TASK GOAL:
When the string "radius" is part of a line in the data below, report the whole line.

STUDY MATERIAL:
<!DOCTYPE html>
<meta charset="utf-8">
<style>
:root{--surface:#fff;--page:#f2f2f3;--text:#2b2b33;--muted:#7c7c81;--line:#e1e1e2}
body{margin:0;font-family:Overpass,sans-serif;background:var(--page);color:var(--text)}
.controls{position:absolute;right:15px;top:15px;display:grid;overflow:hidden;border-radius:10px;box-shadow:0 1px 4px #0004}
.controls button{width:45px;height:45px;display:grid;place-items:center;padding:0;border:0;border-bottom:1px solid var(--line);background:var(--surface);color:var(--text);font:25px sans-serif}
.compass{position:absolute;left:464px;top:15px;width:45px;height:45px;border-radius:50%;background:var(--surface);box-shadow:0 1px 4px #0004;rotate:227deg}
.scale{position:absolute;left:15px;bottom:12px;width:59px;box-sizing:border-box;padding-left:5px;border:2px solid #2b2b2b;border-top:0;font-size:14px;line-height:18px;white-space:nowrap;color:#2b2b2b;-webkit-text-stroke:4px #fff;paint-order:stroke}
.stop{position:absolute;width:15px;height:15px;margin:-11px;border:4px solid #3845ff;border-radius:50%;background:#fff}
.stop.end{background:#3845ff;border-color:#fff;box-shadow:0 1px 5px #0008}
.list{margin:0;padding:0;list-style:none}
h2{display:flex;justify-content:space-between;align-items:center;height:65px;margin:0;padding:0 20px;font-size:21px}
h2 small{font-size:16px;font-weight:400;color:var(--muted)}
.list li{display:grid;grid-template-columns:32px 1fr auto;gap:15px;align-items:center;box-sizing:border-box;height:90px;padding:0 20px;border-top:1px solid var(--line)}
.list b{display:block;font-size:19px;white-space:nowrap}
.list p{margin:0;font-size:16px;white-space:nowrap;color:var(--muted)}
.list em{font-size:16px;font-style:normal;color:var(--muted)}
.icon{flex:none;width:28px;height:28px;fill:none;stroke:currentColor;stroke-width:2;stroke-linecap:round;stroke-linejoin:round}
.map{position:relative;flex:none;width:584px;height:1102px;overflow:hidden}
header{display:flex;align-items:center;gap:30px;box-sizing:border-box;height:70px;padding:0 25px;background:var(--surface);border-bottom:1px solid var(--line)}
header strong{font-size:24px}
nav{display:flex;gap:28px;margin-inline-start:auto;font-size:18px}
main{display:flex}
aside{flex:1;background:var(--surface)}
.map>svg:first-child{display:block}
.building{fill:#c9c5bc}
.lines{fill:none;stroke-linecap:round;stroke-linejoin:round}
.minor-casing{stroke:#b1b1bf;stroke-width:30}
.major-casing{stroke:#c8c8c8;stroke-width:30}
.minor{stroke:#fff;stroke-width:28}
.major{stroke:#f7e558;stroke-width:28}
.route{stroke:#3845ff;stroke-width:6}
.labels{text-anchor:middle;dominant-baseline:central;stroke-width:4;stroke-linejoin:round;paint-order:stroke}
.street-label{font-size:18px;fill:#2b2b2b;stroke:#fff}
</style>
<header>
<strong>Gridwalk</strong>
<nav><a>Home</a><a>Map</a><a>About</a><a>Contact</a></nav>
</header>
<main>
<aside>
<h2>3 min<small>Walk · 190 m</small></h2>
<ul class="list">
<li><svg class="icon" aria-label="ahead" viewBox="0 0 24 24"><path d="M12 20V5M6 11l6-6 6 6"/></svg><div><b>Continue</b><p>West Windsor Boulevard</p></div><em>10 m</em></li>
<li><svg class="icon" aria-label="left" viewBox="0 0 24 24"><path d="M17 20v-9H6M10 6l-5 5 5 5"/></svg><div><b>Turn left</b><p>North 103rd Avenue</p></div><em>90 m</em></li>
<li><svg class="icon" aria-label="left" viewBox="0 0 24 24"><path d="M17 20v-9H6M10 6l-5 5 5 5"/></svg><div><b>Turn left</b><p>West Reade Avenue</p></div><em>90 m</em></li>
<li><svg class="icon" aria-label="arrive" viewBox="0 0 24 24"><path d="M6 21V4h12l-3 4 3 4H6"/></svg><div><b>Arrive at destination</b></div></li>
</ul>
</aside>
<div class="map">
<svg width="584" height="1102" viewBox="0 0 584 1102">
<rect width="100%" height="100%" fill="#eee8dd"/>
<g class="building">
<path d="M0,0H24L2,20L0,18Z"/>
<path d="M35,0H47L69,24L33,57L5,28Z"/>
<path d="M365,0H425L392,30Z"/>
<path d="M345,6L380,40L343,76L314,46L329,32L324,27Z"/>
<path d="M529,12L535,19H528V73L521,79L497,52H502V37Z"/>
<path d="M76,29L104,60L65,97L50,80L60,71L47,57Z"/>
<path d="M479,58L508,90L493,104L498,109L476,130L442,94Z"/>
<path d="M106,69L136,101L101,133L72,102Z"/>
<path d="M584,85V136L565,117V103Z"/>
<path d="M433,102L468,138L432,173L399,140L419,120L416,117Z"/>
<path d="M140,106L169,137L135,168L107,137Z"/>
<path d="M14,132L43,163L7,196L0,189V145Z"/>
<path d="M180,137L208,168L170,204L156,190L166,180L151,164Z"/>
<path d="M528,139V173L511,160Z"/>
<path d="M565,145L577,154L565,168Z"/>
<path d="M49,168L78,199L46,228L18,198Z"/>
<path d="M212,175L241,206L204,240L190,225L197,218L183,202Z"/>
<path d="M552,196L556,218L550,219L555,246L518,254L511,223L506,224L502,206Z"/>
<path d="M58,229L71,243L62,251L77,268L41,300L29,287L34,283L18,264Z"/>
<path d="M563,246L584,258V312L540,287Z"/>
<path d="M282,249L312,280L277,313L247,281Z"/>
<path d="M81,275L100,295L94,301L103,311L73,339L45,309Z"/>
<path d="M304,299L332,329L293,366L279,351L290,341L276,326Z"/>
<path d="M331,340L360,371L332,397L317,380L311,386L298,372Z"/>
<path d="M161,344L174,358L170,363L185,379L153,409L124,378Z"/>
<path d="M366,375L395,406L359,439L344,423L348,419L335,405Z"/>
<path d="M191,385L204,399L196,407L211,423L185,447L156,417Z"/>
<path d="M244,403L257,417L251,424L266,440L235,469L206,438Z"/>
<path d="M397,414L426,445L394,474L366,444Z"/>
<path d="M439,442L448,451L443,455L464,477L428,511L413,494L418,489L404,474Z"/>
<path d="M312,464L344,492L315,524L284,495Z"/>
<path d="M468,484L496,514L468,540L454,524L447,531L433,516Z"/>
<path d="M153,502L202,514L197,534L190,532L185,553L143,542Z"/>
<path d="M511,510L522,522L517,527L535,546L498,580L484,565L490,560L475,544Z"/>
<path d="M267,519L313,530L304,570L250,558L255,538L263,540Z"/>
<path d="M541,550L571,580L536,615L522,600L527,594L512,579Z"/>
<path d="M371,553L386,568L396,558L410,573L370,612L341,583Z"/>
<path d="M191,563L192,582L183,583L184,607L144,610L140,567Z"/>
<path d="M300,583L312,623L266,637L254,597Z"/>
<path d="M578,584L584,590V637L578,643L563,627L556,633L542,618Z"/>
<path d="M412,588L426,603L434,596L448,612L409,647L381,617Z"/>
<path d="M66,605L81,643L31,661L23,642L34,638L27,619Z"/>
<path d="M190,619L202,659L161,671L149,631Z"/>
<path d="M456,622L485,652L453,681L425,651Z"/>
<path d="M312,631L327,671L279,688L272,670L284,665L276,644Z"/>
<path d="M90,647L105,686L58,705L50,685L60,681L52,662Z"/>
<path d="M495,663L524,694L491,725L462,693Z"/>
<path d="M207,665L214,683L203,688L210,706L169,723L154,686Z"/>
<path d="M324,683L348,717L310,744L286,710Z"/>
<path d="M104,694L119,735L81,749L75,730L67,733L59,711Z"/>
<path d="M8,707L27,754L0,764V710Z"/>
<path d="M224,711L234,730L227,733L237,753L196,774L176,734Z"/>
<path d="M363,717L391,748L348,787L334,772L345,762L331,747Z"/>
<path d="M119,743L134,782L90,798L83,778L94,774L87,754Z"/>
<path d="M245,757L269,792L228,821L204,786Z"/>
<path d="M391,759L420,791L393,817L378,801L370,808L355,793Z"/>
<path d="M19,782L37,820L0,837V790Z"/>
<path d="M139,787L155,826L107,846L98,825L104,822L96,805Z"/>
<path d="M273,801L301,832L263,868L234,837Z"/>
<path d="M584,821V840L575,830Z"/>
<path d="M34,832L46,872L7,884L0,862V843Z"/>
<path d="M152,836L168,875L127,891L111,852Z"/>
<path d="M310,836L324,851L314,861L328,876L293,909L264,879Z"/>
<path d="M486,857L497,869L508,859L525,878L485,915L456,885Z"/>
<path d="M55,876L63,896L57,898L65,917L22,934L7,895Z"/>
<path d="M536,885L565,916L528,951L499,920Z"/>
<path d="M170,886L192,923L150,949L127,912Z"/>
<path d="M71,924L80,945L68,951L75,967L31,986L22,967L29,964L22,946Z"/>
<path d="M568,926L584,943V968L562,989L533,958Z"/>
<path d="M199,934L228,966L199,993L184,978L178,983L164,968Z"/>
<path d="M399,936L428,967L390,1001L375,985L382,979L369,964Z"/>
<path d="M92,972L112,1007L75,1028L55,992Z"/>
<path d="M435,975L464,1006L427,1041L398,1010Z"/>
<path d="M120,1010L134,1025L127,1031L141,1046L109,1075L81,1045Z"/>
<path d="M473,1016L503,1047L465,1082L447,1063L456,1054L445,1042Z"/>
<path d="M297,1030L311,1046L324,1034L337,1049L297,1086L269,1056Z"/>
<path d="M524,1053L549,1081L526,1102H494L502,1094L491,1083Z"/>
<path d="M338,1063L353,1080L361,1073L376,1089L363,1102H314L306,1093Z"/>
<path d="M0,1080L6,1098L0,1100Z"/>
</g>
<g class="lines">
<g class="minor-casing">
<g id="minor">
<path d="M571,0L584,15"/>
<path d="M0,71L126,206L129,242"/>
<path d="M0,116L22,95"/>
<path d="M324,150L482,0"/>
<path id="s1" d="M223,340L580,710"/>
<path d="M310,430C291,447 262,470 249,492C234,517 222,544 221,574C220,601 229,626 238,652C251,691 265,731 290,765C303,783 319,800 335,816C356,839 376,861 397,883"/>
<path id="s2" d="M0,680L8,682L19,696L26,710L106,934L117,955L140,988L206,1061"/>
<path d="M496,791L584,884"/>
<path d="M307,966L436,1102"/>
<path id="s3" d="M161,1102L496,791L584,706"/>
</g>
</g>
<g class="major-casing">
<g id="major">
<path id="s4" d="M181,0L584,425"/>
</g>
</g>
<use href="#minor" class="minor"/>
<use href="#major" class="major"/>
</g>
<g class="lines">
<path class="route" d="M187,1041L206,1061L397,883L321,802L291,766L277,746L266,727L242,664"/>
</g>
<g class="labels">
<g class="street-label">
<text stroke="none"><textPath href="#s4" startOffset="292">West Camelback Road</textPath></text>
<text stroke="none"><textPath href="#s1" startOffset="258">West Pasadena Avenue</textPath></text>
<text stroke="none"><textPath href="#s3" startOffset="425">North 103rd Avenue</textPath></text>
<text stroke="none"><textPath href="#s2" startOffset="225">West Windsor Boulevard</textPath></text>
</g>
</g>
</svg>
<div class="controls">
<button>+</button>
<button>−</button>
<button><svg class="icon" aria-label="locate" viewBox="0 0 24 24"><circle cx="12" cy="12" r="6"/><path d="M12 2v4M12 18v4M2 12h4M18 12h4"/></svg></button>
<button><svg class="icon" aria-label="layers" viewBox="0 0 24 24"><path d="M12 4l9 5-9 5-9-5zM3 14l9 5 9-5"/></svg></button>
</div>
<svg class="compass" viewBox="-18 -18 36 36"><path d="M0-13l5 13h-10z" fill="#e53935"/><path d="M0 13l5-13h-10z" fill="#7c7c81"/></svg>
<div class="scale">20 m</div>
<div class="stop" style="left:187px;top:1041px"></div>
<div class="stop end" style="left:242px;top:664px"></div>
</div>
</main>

RESULT FOR THIS TASK:
.controls{position:absolute;right:15px;top:15px;display:grid;overflow:hidden;border-radius:10px;box-shadow:0 1px 4px #0004}
.compass{position:absolute;left:464px;top:15px;width:45px;height:45px;border-radius:50%;background:var(--surface);box-shadow:0 1px 4px #0004;rotate:227deg}
.stop{position:absolute;width:15px;height:15px;margin:-11px;border:4px solid #3845ff;border-radius:50%;background:#fff}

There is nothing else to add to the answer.